Dr. Goonetilleke said that, unfortunately, Chathushika could not realise the dream of becoming a doctor, but he had graduated in Information technology and by now has progressed extremely well in that field. After witnessing a “medical miracle,” his sister, who was four years then, was determined to be a doctor and has achieved her objective with the support of her parents. “I am so glad that I was a source of inspiration to them,” said Dr. Goonetilleke.

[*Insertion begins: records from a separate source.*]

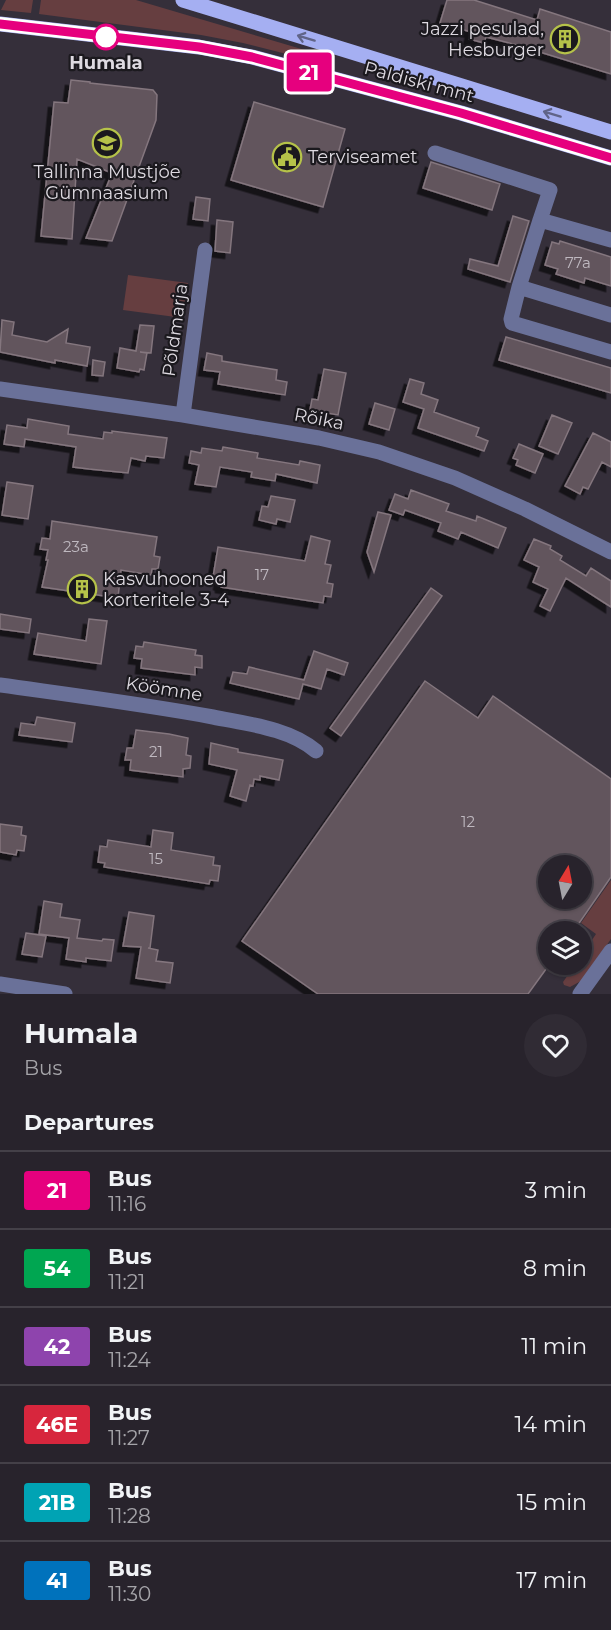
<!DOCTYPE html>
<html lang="en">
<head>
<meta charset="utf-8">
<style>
	body { margin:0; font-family:Montserrat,sans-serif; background:#302b34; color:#f1f3f6; height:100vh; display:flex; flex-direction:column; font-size:22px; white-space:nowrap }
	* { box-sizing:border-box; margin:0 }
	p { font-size:20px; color:#a5a4a9 }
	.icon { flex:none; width:33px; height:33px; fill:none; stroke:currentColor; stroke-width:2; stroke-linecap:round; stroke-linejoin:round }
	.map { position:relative; height:994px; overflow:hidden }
	.panel { display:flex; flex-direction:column; background:#28232c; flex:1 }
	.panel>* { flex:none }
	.badge { padding:0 12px; border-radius:4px; font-size:21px; line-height:39px }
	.needle { width:39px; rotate:10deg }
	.fabs { position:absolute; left:538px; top:855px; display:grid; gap:12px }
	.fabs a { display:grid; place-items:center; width:54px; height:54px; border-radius:50%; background:#28232c; box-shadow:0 2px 4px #0004,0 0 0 2px #444048; font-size:30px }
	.map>.badge { position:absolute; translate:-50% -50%; box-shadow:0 0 0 3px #fff }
	h2 { padding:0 24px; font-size:22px; line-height:54px }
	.round { display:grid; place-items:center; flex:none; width:63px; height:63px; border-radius:32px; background:#302b34 }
	.head { display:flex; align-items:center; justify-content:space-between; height:102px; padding:0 24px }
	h1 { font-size:28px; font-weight:700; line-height:45px }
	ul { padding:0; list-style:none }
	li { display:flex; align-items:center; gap:18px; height:78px; padding:0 24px; border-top:2px solid #444048 }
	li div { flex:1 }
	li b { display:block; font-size:22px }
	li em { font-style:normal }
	li .badge { min-width:66px; font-weight:700; text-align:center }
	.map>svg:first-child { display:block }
</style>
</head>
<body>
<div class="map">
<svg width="611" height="994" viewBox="0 0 611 994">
	<defs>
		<filter id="shadow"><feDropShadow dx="-5.5" dy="5.5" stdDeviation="0" flood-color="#0009"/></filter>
	</defs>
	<rect width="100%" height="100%" fill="#352f3a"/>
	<path fill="#663e40" d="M 6,0 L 33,0 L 31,13 L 1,10 Z
		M 41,0 L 136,0 L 332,58 L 330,65 L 243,43 L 201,35 L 39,14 Z
		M 128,275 L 188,283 L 183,318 L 123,310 Z
		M 611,880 L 611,939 L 581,981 L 570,987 L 564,985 L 563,982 L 575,965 L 582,964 L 582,955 L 596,934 L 581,923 Z"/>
	<path fill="#62555d" stroke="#84767e" stroke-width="1.5" fill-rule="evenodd" filter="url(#shadow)" d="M 447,0 L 474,0 L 537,20 L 540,9 L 611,32 L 611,74 L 517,45 L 486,37 L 484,43 L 469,39 L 471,32 L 440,23 Z
		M 71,80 L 90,82 L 90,83 L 153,90 L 157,95 L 156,120 L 112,241 L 86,238 L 112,173 L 77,159 L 72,239 L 41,236 L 54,102 L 68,103 Z
		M 254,102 L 345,129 L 323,207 L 231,180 Z
		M 431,162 L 500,184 L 492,210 L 423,188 Z
		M 196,197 L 210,199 L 208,221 L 193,219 Z
		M 513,216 L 529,221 L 510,282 L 468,269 L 470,259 L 498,266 Z
		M 217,220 L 233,222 L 230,253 L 215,251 Z
		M 560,241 L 611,257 L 611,286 L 585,278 L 584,283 L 556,274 L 558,269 L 545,265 L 552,242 L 559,244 Z
		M 2,320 L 14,322 L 12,335 L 47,342 L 68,329 L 66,343 L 90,347 L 87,366 L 55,360 L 55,363 L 0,352 Z
		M 140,325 L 154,326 L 151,353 L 140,352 L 147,353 L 144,370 L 140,369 L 139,372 L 117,368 L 120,348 L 136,351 Z
		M 506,337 L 611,368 L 611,393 L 499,360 Z
		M 207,353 L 222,356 L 222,361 L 277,370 L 276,380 L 287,382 L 285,395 L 218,384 L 220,372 L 204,370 Z
		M 93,360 L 105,362 L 103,376 L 92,375 Z
		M 324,369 L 346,373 L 338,415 L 310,410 L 312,399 L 318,400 Z
		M 410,379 L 424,383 L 421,394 L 438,400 L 434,412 L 479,428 L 476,436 L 488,441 L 484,451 L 418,428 L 424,409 L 403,402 Z
		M 375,403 L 395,409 L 389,430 L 369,424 Z
		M 552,415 L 572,423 L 558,454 L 539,446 Z
		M 28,419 L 69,426 L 68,434 L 103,439 L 104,432 L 112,433 L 112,431 L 167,438 L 164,458 L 146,456 L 145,461 L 131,458 L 128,473 L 89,469 L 73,467 L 76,447 L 25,439 L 24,447 L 4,444 L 7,425 L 27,428 Z
		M 593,433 L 611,442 L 611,467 L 602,462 L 588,489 L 583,487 L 580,494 L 565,486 Z
		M 519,444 L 543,454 L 535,473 L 516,465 L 518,460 L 513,458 Z
		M 223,447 L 258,453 L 257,458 L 299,465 L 300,461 L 320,465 L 317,483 L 276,474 L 275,481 L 251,477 L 252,472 L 220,467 L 216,487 L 195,484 L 199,465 L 189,463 L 191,451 L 201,453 L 202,448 L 222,451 Z
		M 7,482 L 33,486 L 28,519 L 2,515 Z
		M 411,490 L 449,504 L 446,511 L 476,521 L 477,516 L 506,528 L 498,548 L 461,532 L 458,539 L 438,531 L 441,523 L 405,510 L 403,515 L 389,510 L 395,494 L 408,499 Z
		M 271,496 L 295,500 L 290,522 L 277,519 L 276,524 L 259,520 L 262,506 L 268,507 Z
		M 378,512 L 391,515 L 374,572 L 367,552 Z
		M 52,521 L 157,537 L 154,556 L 160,557 L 158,569 L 152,569 L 151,575 L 121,570 L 118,598 L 42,587 L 48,560 L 46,560 L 48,550 L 40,549 L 42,538 L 50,539 Z
		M 311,536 L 330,541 L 325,564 L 331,565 L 327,583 L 333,584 L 331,597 L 324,596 L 323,603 L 221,587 L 221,585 L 219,584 L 220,578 L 213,577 L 218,547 L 305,561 Z
		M 534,539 L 551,546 L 550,549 L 562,556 L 560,560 L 586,576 L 591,568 L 611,581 L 611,607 L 566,578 L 550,611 L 540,606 L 548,589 L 533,582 L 539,567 L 524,560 Z
		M 431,588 L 442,596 L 341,736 L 330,728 Z
		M 0,614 L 31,619 L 29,633 L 0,629 Z
		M 89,619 L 107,621 L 101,664 L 34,654 L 38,633 L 86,641 Z
		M 144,642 L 196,650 L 195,655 L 202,656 L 202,668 L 195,667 L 195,675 L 141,668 L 142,659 L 134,658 L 136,646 L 143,647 Z
		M 314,651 L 348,663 L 344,675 L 327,669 L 321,689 L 303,684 L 299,699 L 230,683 L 233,672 L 247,674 L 249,667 L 304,680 Z
		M 425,681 L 478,718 L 493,696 L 611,779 L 611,877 L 573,932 L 549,932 L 549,965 L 528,994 L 318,994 L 242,941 ZM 549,866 L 582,866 L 582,898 L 549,898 Z
		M 37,717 L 75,723 L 72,742 L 19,735 L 21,723 L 35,725 Z
		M 136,730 L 169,734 L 188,738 L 186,755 L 191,756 L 190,768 L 183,769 L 183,777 L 130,770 L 131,760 L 125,760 L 127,748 L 133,748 Z
		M 211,743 L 238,749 L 238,752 L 283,760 L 279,780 L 260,776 L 260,780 L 254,779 L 253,786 L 250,785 L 246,801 L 230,796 L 237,770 L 209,764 Z
		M 0,824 L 22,827 L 21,835 L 26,836 L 24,851 L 17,850 L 16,855 L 0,852 Z
		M 153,830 L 173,833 L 171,850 L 214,857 L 213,865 L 220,866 L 218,881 L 210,880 L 209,884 L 104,867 L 105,863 L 98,862 L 100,846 L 107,847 L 108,840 L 151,847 Z
		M 44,901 L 62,904 L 60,917 L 80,920 L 77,938 L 102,941 L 103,939 L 114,940 L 111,961 L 86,958 L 86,962 L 66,959 L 69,938 L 39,934 Z
		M 129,912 L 154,916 L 150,948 L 148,948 L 158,950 L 156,961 L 173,963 L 170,983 L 136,978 L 141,947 L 123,946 Z
		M 26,933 L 46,936 L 42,957 L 22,954 Z"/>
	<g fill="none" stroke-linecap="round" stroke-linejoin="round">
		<path stroke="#6a7199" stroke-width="15" d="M 435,153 L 550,190 L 540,220
			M 611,240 L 540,220 L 519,287 L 511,319 L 512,323 L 611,352
			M 519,287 L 611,315
			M 0,389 L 183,415 L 319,438 L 379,452 L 455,478 L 525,509 L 611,552
			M 183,415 L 205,250
			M 0,685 C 71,695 142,704 213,717 C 247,724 289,728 316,751
			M 0,984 L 65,994
			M 580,994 L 611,951"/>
		<path stroke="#a5aff2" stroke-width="15" d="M 183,0 L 611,132
			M 0,24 L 199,47 L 252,57 L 461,113 L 611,158"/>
	</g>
	<defs><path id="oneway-shaft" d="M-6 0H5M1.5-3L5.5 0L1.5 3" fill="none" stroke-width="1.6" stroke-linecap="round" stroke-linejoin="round" transform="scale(1.5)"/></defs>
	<g stroke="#606488">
		<use href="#oneway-shaft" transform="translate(306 38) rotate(-163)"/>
		<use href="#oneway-shaft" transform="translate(552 114) rotate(-163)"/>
	</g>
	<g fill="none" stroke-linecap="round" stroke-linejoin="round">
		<g stroke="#fff" stroke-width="14">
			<path id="line" d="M 0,24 L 199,47 L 252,57 L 461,113 L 611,158"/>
		</g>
		<use href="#line" stroke="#e6007e" stroke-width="9"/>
	</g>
	<defs>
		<g id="building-ring" transform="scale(1.5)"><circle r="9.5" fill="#1b191e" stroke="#b5c249" stroke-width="1.5"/><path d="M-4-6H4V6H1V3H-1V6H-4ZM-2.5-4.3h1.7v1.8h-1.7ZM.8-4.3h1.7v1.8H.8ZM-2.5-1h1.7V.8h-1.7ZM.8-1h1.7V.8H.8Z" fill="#b5c249"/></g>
		<g id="school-ring" transform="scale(1.5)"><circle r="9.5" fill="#1b191e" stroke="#b5c249" stroke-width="1.5"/><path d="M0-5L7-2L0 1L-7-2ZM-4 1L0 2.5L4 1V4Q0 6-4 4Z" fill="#b5c249"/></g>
		<g id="civic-ring" transform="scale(1.5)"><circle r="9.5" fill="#1b191e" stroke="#b5c249" stroke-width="1.5"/><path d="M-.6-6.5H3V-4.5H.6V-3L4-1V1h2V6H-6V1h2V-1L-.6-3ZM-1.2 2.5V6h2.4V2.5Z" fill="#b5c249"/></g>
	</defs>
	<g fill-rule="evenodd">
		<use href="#building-ring" x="565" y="39"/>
		<use href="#school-ring" x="107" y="143"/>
		<use href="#civic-ring" x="287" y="157"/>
		<use href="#building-ring" x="82" y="589"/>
	</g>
	<circle fill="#fff" stroke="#e6007e" stroke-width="3" cx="106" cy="37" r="12"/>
	<g text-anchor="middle" stroke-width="4.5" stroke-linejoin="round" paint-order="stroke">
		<g font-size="15" fill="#bfb9c0">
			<text x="578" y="268">77a</text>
			<text x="76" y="552">23a</text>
			<text x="262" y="580">17</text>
			<text x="156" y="757">21</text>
			<text x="468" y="827">12</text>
			<text x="156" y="864">15</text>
		</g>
		<g font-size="18" fill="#dedae1" stroke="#1b191e" text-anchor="start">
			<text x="544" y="35" text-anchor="end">Jazzi pesulad,<tspan x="544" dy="21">Hesburger</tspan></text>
			<text x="308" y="163">Terviseamet</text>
			<text x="107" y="178" text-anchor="middle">Tallinna Mustjõe<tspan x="107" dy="21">Gümnaasium</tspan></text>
			<text x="103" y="585">Kasvuhooned<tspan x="103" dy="21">korteritele 3-4</tspan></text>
		</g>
		<g font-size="18" font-weight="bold" fill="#dedae1" stroke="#1b191e">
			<text x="106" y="69">Humala</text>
		</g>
		<g font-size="18" fill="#dedae1" stroke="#1b191e">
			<text transform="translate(419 82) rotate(15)" y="6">Paldiski mnt</text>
			<text transform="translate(175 330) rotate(-82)" y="6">Põldmarja</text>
			<text transform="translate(319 419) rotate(11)" y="6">Rõika</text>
			<text transform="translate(164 689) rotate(9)" y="6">Köömne</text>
		</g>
	</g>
</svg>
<div class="fabs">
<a><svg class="needle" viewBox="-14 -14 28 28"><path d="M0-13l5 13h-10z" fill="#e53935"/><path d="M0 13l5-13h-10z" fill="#a5a4a9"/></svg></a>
<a><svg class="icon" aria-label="layers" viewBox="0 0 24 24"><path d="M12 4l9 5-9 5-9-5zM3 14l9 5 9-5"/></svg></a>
</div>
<b class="badge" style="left:309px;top:72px;background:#e6007e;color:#fff">21</b>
</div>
<section class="panel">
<div class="head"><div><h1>Humala</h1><p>Bus</p></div><a class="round"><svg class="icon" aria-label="heart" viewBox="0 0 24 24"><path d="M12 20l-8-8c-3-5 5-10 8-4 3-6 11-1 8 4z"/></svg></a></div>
<h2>Departures</h2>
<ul>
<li><span class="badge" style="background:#e6007e;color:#fff">21</span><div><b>Bus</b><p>11:16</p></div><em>3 min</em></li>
<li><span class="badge" style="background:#00a651;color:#fff">54</span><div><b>Bus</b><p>11:21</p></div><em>8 min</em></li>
<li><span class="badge" style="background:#8e44ad;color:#fff">42</span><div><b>Bus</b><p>11:24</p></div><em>11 min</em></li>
<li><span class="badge" style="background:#d7263d;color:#fff">46E</span><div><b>Bus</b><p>11:27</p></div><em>14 min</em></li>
<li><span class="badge" style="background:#00a3b4;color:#fff">21B</span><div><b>Bus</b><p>11:28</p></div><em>15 min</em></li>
<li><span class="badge" style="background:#0072bc;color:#fff">41</span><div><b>Bus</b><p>11:30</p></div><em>17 min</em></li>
</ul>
</section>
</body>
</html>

The best part of that story is when we hear that the boy who was miraculously saved back then- at the age of three-saw his wedding being attended to by this doctor who saved his life; the latter playing the role of the attesting witness at the registration of the marriage. “A patient means a beating heart and it carries life. I do whatever is within my hands to keep a heart beating. I saved this boy’s life just like with any other patient. But we developed an everlasting family relationship and they visit me every year; especially for Christmas. There is a saying that a marriage is a man’s second birth. I saved his life and I send my best wishes for his second birth as well,” Dr. Goonetilleke said sporting a humble smile.